** Opening Input data block **
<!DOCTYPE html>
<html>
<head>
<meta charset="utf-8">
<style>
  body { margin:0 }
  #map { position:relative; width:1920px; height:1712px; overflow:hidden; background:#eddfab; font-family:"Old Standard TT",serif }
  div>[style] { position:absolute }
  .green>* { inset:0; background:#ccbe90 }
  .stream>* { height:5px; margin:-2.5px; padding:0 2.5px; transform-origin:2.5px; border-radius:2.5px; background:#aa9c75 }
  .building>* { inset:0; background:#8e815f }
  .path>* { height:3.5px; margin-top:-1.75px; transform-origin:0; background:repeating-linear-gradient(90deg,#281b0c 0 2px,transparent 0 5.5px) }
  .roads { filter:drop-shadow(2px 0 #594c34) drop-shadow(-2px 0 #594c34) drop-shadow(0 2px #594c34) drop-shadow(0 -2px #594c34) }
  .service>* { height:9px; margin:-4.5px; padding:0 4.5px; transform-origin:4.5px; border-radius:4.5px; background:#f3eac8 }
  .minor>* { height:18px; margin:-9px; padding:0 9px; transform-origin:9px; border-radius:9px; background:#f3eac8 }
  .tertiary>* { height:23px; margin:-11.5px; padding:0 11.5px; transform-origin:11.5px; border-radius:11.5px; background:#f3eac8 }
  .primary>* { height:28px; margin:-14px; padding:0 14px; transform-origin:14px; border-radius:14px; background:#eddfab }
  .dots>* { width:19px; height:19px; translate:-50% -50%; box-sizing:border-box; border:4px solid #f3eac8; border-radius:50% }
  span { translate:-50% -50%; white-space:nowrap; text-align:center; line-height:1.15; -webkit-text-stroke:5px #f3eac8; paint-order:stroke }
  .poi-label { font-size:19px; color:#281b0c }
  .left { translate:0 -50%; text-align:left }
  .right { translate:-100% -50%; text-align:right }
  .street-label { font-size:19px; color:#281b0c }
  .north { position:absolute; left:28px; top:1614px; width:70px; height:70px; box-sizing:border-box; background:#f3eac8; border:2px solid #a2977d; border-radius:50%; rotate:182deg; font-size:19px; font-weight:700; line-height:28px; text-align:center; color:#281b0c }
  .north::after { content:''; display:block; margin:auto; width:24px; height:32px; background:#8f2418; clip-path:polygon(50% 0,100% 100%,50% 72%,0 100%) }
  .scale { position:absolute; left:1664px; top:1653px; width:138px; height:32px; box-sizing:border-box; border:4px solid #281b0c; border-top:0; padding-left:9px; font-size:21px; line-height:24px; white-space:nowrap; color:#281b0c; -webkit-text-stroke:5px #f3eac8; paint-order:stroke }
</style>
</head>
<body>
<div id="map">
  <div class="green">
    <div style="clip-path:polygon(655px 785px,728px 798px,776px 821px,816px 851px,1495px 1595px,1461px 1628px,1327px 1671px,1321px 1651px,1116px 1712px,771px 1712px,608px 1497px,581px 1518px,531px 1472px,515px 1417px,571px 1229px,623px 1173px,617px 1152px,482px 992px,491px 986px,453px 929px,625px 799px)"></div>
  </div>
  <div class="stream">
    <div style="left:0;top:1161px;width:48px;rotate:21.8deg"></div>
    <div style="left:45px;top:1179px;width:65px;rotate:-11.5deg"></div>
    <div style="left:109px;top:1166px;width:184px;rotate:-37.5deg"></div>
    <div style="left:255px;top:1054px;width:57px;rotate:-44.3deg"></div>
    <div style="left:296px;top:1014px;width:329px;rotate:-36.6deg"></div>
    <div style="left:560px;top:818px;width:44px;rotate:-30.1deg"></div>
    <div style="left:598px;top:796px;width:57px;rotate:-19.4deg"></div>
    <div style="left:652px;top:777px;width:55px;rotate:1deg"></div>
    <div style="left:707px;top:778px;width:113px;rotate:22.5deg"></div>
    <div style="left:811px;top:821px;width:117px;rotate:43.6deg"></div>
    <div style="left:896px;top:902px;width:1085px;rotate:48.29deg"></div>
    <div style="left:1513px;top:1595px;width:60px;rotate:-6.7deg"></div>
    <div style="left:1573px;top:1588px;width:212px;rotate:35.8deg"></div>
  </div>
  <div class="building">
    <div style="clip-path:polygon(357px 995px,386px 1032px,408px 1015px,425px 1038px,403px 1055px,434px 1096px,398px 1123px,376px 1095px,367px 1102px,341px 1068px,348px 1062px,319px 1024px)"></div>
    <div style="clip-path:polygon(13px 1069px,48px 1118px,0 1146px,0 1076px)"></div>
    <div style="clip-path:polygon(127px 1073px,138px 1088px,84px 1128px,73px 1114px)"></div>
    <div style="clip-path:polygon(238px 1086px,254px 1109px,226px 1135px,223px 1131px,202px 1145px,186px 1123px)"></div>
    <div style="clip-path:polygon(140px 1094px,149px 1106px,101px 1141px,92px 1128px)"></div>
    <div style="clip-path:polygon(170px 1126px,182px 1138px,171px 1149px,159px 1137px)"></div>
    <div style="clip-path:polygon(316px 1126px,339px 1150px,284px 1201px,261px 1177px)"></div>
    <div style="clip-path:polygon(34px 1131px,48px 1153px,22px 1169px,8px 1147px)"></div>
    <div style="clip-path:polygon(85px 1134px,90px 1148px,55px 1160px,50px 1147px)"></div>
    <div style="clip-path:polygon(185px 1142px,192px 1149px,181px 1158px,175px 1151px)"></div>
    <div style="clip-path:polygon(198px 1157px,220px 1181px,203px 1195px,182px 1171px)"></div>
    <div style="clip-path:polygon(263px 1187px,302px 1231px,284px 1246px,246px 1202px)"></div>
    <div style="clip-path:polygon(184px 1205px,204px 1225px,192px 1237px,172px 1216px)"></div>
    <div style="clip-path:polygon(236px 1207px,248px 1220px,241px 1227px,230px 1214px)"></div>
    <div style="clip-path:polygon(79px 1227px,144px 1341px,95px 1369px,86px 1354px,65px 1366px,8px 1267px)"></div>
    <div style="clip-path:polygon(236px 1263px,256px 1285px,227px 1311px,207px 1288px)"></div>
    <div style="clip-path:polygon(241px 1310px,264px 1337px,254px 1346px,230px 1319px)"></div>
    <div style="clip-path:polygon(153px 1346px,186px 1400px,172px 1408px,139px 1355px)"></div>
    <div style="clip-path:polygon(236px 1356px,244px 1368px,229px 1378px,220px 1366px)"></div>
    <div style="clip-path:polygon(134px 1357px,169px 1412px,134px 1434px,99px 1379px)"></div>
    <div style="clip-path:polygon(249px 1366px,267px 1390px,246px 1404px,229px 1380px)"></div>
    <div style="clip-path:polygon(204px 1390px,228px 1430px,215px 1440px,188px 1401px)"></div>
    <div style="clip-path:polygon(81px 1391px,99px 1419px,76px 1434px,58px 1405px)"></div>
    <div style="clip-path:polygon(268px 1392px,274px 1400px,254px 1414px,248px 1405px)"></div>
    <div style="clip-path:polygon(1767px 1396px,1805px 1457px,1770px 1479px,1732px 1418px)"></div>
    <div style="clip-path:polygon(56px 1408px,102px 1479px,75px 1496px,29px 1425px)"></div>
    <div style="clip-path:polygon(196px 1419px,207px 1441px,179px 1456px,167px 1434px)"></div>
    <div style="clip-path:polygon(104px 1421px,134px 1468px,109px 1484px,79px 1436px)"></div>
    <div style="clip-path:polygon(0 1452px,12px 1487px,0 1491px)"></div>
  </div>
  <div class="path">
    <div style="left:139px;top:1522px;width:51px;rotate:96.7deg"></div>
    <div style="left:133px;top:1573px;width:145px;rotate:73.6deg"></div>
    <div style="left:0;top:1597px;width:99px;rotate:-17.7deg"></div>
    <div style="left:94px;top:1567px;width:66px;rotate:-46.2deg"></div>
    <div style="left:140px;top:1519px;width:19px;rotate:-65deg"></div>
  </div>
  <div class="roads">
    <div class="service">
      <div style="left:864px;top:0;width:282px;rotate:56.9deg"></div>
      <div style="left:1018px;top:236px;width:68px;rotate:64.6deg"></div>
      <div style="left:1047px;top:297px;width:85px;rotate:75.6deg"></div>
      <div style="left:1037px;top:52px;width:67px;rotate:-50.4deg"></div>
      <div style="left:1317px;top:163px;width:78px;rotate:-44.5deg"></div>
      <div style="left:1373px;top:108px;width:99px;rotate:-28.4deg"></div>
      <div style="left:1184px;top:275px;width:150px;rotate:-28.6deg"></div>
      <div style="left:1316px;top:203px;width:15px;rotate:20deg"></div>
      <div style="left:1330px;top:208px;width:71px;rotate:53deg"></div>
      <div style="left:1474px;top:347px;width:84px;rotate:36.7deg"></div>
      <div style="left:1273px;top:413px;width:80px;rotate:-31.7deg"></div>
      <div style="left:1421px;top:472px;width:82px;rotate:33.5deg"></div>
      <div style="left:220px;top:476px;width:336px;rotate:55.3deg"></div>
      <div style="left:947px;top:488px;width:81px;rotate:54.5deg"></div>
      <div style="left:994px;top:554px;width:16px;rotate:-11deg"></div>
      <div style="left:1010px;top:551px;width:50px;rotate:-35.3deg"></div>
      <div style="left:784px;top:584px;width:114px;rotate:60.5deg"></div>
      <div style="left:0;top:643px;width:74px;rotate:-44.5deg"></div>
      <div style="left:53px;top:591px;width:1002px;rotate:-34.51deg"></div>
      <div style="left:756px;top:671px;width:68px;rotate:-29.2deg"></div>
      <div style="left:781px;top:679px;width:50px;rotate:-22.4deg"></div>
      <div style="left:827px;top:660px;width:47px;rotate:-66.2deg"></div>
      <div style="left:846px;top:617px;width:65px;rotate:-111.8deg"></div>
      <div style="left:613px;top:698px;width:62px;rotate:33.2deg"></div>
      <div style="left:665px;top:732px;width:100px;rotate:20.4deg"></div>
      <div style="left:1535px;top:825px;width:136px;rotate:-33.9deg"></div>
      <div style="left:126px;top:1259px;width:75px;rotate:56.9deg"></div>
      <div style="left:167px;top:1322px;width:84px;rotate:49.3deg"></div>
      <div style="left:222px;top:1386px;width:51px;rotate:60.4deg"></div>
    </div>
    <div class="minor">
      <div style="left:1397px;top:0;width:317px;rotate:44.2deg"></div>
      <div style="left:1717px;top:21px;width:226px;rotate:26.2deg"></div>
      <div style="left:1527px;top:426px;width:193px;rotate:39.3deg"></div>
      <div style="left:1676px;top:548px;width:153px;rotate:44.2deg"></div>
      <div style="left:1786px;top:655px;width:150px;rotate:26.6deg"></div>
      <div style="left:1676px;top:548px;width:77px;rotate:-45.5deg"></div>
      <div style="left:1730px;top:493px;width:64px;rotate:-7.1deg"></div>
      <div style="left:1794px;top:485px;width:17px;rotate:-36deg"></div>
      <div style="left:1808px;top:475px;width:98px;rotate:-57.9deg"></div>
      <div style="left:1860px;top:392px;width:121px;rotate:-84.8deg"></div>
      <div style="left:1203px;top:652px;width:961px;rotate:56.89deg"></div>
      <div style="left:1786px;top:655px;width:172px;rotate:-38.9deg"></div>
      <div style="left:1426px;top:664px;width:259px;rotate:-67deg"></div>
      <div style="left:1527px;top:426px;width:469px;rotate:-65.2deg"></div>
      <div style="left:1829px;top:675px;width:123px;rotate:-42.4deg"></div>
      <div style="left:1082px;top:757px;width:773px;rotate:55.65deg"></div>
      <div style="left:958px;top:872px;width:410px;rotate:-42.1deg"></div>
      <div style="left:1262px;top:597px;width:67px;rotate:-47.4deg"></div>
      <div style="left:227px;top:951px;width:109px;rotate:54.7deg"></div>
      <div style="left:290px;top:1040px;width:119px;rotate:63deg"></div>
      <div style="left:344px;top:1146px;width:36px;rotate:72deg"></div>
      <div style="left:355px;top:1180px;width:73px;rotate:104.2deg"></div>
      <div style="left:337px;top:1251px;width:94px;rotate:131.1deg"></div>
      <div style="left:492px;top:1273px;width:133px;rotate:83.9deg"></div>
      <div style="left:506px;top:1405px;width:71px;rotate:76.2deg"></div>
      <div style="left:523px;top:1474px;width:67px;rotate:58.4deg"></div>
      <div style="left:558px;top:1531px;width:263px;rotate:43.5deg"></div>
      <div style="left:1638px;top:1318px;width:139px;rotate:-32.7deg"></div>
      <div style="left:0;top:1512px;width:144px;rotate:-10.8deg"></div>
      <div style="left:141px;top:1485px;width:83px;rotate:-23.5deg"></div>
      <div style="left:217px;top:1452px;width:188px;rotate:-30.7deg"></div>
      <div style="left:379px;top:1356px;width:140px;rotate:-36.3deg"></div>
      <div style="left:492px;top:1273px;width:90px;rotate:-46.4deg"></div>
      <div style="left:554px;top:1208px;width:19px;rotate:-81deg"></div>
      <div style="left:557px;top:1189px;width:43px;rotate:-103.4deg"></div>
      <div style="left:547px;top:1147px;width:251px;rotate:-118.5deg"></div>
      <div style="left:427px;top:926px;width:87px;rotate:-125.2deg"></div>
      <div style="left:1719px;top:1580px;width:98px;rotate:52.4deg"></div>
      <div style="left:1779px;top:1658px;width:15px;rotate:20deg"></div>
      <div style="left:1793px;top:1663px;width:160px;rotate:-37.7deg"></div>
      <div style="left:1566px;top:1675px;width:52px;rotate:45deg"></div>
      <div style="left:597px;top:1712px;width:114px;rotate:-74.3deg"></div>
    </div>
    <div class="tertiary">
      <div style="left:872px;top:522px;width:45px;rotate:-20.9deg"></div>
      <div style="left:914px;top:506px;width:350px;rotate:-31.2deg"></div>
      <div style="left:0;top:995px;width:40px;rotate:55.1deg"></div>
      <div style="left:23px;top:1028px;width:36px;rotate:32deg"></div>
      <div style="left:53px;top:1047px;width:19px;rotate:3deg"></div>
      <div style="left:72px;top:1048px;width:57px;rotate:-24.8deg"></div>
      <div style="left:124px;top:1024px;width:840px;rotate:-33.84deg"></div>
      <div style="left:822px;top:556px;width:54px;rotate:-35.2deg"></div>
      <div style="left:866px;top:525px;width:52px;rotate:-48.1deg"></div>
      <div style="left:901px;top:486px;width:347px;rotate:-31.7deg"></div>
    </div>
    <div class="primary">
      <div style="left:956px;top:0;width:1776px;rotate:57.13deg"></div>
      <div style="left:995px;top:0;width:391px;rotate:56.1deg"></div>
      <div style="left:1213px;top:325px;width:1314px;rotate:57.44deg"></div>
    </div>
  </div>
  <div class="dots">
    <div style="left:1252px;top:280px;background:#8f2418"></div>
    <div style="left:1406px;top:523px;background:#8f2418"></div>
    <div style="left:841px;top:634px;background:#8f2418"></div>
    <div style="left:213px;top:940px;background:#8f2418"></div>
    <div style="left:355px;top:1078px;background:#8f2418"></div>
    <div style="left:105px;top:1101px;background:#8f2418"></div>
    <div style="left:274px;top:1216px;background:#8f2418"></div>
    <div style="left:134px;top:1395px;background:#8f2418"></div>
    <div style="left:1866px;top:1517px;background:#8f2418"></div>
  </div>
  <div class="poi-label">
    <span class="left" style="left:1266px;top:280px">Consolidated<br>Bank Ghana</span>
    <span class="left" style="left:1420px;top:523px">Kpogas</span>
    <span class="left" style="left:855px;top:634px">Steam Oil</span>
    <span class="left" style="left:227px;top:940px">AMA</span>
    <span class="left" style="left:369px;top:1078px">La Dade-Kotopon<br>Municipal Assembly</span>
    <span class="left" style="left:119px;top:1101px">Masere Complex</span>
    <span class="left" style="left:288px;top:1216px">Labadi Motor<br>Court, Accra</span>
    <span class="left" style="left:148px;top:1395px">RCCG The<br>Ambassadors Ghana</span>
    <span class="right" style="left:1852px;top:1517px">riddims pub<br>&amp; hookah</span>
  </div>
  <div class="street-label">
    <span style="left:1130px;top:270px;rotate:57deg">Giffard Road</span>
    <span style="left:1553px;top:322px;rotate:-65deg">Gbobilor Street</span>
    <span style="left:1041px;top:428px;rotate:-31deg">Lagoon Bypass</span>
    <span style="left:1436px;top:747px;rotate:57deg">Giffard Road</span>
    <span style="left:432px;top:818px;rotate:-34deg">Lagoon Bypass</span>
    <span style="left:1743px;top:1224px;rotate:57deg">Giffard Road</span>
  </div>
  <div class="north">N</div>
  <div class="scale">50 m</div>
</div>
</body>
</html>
** Closing Input data block **
** Task instructions **
From the very first line of the data through the line with "height:9px; margin:-4.5px; padding:0" in it, please reproduce each line exactly and output nothing more.

** Expected output **
<!DOCTYPE html>
<html>
<head>
<meta charset="utf-8">
<style>
  body { margin:0 }
  #map { position:relative; width:1920px; height:1712px; overflow:hidden; background:#eddfab; font-family:"Old Standard TT",serif }
  div>[style] { position:absolute }
  .green>* { inset:0; background:#ccbe90 }
  .stream>* { height:5px; margin:-2.5px; padding:0 2.5px; transform-origin:2.5px; border-radius:2.5px; background:#aa9c75 }
  .building>* { inset:0; background:#8e815f }
  .path>* { height:3.5px; margin-top:-1.75px; transform-origin:0; background:repeating-linear-gradient(90deg,#281b0c 0 2px,transparent 0 5.5px) }
  .roads { filter:drop-shadow(2px 0 #594c34) drop-shadow(-2px 0 #594c34) drop-shadow(0 2px #594c34) drop-shadow(0 -2px #594c34) }
  .service>* { height:9px; margin:-4.5px; padding:0 4.5px; transform-origin:4.5px; border-radius:4.5px; background:#f3eac8 }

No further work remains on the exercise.